Content starts
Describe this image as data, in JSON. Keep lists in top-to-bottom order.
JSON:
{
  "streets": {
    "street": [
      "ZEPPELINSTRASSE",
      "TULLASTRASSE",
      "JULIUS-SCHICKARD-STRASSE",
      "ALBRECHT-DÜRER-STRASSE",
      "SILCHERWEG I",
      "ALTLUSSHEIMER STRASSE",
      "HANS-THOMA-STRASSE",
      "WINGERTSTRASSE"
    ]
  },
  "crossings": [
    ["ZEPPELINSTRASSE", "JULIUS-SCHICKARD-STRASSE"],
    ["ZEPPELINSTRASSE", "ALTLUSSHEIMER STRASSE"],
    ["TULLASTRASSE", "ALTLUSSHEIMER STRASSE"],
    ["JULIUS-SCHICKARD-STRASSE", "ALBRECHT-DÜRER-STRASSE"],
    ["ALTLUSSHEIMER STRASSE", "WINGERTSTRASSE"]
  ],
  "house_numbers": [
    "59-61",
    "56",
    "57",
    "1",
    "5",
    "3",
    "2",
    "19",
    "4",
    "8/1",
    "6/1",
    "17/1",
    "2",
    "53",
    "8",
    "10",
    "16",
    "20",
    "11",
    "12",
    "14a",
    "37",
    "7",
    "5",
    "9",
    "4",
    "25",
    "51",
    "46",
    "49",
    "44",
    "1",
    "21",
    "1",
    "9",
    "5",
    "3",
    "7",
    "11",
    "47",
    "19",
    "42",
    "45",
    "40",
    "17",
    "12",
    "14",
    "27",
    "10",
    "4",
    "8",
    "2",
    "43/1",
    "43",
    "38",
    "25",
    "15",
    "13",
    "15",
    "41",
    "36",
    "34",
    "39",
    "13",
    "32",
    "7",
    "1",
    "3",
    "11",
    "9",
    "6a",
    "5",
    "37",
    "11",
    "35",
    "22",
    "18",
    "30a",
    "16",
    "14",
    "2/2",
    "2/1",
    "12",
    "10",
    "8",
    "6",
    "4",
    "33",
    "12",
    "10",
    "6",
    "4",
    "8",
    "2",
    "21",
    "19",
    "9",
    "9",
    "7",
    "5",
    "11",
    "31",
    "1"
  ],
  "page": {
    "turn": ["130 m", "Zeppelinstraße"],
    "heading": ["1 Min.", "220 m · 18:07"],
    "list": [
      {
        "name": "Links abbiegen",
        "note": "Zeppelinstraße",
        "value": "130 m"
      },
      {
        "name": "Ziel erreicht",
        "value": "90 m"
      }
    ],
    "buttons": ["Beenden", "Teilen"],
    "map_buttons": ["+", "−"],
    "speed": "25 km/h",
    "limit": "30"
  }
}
Content ends
▸ YOUR GOAL
Go through the listing above and copy each line in which the string "Zeppelinstraße" is found.

▸ RESULT OF THIS EXERCISE
    "turn": ["130 m", "Zeppelinstraße"],
        "note": "Zeppelinstraße",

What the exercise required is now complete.